= Action item =
Only lines holding "numOctaves" are needed; copy each of them from the data below.

=== The input ===

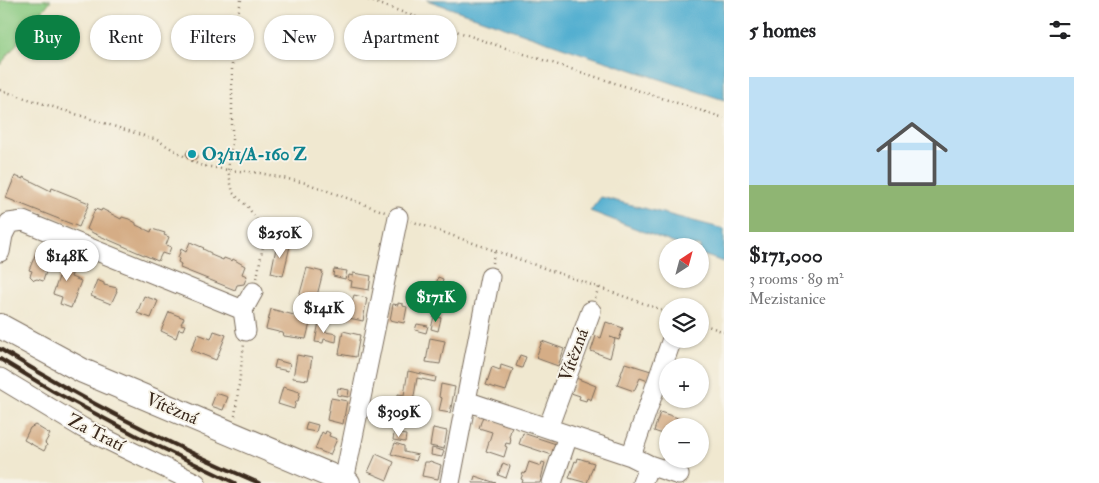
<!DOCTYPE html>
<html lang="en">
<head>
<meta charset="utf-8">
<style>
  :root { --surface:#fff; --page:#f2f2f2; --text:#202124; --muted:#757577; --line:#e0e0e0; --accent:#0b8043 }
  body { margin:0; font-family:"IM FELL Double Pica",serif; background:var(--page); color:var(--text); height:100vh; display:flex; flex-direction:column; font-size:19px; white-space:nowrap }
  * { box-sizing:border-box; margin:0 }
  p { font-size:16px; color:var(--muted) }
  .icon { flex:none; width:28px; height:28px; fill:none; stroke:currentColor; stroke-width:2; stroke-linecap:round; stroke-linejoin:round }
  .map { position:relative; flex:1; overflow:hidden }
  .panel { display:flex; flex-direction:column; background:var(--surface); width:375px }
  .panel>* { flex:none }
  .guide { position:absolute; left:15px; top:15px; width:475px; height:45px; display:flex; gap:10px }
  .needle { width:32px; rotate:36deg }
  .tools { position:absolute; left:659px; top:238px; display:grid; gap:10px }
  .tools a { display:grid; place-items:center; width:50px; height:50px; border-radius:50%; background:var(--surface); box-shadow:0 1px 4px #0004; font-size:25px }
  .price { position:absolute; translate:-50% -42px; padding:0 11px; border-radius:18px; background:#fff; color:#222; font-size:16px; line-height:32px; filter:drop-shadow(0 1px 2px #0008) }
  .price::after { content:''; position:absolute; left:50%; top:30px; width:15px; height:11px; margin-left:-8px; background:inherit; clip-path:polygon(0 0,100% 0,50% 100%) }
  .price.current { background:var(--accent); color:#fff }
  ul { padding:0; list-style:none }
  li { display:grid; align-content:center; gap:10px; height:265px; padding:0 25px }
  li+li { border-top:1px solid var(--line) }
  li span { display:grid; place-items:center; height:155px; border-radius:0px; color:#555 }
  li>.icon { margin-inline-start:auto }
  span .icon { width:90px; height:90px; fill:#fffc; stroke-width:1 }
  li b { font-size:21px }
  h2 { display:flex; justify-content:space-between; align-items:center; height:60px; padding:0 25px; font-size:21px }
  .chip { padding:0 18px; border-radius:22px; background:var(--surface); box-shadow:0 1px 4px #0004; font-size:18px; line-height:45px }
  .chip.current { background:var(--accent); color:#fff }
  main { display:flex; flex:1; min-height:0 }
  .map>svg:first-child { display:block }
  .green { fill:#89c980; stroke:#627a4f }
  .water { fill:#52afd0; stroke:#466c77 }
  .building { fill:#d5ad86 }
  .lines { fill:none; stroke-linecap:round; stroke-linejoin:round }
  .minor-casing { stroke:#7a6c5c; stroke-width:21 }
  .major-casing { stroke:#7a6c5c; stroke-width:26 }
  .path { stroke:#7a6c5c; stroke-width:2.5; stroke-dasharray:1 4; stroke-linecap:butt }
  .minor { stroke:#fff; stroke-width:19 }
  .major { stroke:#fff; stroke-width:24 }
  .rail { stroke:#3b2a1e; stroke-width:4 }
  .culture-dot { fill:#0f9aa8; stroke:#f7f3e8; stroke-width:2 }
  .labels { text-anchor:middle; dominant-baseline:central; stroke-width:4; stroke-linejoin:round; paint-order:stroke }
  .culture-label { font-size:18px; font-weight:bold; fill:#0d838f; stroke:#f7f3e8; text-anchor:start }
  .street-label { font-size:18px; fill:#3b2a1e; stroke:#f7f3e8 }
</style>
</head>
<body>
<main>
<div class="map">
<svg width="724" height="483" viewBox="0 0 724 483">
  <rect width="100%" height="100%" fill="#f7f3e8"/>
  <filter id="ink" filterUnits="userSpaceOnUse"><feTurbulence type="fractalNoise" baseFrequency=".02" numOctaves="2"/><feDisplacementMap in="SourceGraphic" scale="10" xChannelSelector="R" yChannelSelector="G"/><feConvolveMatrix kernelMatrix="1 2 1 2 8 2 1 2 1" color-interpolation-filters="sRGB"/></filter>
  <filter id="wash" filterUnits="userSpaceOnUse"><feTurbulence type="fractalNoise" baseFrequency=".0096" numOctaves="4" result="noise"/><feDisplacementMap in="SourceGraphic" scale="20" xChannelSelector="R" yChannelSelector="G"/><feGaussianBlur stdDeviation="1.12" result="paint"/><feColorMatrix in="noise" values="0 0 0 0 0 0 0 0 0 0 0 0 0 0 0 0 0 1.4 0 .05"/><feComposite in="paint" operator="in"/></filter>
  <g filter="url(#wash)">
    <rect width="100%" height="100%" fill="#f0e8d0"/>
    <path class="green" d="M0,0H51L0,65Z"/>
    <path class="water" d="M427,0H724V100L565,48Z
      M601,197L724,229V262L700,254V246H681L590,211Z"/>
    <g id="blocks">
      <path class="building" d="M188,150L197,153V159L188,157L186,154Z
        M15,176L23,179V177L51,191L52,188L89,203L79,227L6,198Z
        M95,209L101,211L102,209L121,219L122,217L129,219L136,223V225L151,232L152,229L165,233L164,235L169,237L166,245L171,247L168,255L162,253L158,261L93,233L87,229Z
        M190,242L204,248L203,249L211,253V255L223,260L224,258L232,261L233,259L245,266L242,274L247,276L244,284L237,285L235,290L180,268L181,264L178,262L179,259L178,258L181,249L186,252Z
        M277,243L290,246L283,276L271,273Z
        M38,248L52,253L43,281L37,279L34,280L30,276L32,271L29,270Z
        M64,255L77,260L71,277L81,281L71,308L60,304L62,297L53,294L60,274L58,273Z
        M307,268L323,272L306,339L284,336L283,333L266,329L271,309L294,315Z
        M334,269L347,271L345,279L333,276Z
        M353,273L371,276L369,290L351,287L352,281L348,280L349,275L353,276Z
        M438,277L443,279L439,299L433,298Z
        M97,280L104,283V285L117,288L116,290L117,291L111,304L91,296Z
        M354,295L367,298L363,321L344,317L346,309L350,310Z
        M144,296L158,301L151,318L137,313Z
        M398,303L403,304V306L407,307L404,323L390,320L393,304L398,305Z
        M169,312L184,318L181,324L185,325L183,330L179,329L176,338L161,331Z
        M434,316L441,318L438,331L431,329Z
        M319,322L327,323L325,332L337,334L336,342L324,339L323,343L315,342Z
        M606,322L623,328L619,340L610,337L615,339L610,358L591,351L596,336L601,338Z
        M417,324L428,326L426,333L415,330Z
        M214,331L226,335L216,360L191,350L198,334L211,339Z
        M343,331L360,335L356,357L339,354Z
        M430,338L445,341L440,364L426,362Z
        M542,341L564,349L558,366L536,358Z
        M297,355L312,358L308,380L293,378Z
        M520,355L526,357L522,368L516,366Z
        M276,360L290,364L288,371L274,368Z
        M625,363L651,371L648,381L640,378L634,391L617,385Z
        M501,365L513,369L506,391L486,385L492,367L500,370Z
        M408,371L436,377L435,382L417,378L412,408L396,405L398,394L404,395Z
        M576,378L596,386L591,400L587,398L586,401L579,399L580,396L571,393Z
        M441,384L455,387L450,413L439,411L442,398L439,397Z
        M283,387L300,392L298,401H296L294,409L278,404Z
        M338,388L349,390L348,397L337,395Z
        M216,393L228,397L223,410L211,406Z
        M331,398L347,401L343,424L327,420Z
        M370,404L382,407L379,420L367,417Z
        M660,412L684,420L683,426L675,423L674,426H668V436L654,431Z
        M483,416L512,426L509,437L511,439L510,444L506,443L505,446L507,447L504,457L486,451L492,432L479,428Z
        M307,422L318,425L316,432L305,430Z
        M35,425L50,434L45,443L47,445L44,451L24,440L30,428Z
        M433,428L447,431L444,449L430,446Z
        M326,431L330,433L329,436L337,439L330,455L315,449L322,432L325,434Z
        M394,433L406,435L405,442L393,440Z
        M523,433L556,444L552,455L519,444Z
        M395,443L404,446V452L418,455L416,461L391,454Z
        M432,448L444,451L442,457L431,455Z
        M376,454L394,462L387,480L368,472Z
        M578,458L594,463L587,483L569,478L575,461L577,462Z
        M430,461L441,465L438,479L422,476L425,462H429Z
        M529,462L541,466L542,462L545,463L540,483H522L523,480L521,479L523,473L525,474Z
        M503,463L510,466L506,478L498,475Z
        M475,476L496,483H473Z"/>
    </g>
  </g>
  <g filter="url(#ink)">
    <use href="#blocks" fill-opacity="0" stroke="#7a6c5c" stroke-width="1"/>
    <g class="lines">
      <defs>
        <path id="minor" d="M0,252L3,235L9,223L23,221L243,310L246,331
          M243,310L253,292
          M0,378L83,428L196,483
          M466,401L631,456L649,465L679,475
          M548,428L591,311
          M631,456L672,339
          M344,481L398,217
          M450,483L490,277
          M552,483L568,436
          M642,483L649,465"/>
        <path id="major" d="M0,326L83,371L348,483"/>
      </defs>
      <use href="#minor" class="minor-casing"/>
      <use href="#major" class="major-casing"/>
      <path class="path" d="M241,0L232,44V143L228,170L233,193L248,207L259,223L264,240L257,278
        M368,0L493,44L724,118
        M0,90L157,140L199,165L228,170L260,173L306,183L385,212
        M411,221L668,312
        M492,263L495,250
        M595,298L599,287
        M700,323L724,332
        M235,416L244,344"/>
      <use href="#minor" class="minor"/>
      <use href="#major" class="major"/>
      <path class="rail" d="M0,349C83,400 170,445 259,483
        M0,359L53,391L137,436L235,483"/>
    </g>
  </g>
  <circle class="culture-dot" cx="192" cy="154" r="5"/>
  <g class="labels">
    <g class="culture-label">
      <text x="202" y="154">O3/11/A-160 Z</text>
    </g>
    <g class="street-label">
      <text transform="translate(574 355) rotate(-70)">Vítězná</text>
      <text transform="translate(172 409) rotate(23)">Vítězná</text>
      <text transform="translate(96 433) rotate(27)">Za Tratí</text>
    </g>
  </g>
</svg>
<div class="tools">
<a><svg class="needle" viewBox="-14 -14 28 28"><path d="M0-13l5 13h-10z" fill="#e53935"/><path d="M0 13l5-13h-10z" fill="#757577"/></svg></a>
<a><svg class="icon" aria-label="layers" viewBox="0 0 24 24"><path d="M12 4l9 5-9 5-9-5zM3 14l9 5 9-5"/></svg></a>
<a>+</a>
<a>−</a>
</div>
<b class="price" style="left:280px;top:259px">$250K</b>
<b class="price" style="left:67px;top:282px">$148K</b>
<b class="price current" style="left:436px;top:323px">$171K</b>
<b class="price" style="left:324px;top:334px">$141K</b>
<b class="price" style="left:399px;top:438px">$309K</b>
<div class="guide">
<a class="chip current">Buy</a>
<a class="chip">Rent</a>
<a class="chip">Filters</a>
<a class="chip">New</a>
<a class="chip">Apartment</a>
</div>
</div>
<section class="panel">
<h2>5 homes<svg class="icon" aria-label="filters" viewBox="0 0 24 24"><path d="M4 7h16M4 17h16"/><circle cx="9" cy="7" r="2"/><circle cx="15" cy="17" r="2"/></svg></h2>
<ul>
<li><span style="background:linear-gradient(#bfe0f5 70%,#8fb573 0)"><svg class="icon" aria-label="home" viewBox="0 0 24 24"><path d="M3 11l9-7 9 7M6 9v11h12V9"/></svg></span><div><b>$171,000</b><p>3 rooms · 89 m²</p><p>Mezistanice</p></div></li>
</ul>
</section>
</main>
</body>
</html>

===

= Solution for this exercise =
  <filter id="ink" filterUnits="userSpaceOnUse"><feTurbulence type="fractalNoise" baseFrequency=".02" numOctaves="2"/><feDisplacementMap in="SourceGraphic" scale="10" xChannelSelector="R" yChannelSelector="G"/><feConvolveMatrix kernelMatrix="1 2 1 2 8 2 1 2 1" color-interpolation-filters="sRGB"/></filter>
  <filter id="wash" filterUnits="userSpaceOnUse"><feTurbulence type="fractalNoise" baseFrequency=".0096" numOctaves="4" result="noise"/><feDisplacementMap in="SourceGraphic" scale="20" xChannelSelector="R" yChannelSelector="G"/><feGaussianBlur stdDeviation="1.12" result="paint"/><feColorMatrix in="noise" values="0 0 0 0 0 0 0 0 0 0 0 0 0 0 0 0 0 1.4 0 .05"/><feComposite in="paint" operator="in"/></filter>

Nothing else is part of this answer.